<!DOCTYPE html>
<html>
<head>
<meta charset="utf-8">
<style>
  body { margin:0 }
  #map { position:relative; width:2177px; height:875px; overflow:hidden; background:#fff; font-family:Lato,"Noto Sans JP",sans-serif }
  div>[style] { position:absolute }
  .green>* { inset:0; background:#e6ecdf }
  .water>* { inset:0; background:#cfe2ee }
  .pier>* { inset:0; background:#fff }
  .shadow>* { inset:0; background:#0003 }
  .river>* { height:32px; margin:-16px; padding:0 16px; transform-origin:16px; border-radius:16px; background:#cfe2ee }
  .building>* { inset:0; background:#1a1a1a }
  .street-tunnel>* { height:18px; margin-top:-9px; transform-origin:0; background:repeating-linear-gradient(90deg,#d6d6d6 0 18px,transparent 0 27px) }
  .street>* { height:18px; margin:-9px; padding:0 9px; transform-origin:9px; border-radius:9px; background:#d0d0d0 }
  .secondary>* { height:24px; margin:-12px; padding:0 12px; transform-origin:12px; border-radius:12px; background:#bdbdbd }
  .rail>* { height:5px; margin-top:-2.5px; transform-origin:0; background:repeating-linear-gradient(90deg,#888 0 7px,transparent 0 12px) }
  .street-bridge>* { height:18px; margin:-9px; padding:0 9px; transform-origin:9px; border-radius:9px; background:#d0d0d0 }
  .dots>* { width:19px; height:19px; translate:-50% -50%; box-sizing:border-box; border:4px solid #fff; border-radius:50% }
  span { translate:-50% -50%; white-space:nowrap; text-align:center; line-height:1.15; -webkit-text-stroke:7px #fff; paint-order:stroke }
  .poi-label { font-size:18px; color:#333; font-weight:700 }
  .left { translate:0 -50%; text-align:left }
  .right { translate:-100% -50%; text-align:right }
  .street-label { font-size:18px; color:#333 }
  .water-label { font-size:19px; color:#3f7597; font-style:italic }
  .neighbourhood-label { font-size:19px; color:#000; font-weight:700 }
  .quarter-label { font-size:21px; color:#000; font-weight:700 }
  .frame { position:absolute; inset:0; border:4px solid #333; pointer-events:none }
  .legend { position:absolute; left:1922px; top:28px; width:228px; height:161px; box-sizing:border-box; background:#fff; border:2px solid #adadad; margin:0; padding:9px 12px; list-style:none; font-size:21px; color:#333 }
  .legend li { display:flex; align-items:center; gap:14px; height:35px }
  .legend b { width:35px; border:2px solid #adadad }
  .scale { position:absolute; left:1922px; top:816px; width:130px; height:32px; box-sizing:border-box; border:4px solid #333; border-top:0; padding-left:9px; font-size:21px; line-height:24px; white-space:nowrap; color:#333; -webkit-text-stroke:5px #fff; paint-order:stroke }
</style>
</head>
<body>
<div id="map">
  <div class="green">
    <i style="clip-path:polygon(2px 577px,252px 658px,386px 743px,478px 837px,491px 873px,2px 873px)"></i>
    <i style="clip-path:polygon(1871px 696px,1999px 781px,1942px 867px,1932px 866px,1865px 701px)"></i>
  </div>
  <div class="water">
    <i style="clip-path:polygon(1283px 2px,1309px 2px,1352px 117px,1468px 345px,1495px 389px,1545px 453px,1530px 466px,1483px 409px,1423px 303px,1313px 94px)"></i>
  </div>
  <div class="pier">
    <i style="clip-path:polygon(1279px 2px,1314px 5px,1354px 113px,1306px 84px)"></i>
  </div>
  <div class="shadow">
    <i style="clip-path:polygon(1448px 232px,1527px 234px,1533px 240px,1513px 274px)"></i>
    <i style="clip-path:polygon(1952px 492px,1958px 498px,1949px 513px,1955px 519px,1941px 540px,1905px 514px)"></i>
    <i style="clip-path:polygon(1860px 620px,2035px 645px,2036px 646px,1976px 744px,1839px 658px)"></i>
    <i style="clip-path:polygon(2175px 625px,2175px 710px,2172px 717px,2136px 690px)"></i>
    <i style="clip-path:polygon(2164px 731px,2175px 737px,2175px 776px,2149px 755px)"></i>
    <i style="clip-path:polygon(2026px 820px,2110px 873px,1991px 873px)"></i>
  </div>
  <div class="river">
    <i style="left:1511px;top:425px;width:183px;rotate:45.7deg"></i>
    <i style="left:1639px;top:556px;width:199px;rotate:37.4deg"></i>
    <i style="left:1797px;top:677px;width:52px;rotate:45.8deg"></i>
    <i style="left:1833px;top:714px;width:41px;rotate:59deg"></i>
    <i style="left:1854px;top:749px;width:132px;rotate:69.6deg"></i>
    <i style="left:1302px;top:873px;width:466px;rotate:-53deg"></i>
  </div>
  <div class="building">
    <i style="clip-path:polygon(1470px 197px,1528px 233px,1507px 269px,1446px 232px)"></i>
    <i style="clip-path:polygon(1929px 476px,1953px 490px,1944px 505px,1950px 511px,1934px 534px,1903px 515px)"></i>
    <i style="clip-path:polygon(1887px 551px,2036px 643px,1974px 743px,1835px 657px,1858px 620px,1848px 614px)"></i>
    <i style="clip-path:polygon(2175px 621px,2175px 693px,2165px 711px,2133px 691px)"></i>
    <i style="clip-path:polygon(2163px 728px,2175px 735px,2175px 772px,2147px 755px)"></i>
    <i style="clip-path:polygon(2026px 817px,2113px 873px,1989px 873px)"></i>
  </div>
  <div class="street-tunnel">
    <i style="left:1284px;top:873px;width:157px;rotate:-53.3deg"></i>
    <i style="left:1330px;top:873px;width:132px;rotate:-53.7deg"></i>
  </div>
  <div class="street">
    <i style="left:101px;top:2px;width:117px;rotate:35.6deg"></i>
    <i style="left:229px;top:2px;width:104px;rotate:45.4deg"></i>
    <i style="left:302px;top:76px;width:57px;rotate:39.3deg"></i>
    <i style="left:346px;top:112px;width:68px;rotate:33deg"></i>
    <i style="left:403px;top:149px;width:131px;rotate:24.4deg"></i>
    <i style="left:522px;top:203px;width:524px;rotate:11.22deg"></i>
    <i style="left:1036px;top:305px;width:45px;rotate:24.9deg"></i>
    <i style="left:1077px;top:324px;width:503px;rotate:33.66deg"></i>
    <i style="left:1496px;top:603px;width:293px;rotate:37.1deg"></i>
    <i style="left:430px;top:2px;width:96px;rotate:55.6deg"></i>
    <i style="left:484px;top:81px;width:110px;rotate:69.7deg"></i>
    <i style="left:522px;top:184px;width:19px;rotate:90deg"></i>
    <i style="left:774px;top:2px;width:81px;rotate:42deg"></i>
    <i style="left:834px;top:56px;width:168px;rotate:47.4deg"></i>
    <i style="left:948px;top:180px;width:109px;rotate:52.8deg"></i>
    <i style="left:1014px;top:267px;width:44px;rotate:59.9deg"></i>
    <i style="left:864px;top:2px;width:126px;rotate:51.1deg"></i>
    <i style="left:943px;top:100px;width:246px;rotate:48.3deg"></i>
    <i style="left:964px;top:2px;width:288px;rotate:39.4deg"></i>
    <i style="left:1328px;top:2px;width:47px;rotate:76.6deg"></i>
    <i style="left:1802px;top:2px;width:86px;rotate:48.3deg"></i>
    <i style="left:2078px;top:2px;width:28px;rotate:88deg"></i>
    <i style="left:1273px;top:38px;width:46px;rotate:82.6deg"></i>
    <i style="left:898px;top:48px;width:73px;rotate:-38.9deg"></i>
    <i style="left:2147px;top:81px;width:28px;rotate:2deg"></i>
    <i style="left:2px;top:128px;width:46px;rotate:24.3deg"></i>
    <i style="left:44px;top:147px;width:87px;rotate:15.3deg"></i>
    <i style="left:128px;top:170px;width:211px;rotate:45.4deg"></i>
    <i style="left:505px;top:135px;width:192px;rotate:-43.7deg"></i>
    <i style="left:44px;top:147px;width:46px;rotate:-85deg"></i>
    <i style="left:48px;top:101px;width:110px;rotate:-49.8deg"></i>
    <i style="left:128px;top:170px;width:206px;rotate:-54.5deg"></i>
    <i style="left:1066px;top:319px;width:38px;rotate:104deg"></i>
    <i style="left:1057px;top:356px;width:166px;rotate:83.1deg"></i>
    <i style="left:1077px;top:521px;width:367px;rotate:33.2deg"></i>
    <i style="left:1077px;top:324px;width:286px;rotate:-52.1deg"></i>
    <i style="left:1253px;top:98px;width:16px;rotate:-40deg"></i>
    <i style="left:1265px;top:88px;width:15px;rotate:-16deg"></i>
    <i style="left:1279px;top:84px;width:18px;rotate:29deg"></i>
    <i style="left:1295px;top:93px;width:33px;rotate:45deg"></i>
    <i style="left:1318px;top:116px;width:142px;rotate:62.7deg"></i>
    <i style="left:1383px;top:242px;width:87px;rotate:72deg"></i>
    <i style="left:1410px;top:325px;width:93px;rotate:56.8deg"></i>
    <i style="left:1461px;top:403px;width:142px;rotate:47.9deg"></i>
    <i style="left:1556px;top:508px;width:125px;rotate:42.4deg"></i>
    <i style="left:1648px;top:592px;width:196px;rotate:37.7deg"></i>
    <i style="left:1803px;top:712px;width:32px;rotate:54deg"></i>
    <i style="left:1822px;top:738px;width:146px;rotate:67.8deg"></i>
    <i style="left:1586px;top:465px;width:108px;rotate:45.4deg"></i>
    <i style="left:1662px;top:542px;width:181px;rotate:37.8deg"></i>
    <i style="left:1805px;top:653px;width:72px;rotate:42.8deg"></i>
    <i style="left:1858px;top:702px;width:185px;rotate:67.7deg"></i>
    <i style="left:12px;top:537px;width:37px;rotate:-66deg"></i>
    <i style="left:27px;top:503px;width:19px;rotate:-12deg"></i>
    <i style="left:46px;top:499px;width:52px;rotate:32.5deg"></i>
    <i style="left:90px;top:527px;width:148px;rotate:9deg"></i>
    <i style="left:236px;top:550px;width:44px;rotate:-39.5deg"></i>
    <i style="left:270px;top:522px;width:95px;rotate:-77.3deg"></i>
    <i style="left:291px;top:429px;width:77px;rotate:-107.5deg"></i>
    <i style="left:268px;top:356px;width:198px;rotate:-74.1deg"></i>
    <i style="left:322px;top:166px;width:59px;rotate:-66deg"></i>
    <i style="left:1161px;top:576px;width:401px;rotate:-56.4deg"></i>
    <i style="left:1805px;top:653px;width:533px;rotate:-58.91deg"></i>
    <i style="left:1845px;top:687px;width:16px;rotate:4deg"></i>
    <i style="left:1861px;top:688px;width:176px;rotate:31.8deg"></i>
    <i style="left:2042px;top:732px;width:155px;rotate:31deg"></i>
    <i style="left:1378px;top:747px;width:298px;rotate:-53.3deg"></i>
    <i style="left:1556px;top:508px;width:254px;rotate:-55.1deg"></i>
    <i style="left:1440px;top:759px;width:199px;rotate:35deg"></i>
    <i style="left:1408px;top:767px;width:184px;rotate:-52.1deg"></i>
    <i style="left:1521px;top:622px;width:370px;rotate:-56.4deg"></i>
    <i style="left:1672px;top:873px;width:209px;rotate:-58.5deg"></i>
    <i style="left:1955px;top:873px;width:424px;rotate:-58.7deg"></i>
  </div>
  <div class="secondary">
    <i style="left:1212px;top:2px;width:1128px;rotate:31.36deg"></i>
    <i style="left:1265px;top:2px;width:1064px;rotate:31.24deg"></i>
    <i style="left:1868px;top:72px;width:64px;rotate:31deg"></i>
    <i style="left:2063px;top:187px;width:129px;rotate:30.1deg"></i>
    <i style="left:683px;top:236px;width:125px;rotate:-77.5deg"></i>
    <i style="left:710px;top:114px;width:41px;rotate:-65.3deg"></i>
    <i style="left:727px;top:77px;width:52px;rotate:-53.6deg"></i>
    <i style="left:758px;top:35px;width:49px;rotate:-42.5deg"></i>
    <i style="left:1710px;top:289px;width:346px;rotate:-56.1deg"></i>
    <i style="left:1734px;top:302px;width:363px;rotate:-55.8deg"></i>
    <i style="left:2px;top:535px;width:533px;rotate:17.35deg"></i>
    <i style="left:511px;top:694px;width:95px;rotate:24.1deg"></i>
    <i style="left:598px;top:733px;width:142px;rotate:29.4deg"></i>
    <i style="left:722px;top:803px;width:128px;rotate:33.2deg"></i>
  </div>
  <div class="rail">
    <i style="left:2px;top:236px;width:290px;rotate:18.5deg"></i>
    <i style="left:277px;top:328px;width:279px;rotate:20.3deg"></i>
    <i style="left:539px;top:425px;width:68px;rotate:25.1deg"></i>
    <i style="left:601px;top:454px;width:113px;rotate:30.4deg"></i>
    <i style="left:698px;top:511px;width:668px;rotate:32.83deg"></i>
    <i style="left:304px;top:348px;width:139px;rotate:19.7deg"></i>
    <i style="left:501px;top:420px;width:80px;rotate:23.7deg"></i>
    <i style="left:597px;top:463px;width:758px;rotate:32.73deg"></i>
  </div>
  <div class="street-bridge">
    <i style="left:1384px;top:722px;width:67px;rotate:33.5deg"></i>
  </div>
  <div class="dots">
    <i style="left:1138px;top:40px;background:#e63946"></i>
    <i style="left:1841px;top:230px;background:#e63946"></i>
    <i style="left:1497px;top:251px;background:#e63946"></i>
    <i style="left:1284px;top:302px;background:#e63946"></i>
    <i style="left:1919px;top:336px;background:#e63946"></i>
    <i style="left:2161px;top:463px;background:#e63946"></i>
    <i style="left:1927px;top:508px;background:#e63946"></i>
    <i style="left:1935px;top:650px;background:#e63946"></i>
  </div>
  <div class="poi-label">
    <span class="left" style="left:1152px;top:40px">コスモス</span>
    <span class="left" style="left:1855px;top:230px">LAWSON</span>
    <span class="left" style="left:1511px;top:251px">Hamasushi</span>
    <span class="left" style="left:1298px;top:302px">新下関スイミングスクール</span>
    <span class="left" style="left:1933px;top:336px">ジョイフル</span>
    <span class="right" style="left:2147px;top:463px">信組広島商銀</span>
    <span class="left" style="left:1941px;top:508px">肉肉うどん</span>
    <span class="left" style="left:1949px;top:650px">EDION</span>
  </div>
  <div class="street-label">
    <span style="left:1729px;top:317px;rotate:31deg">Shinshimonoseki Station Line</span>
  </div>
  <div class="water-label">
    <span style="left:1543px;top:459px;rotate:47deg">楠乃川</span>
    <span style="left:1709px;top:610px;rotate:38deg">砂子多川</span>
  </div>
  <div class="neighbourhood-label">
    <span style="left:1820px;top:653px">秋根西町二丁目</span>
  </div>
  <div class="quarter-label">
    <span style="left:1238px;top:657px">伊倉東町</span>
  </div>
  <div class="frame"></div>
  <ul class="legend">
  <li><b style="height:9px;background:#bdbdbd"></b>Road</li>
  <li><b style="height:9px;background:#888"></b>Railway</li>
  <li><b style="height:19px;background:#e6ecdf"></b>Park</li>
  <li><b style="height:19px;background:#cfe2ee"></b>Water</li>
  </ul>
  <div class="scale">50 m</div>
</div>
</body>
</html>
|---|
◆ **Directions for this task**:
Copy exactly the lines that run from the first line of the data to the line containing "position:relative; width:2177px; height:875px;", please, with both ends included and nothing else.

◆ **Exercise answer**:
<!DOCTYPE html>
<html>
<head>
<meta charset="utf-8">
<style>
  body { margin:0 }
  #map { position:relative; width:2177px; height:875px; overflow:hidden; background:#fff; font-family:Lato,"Noto Sans JP",sans-serif }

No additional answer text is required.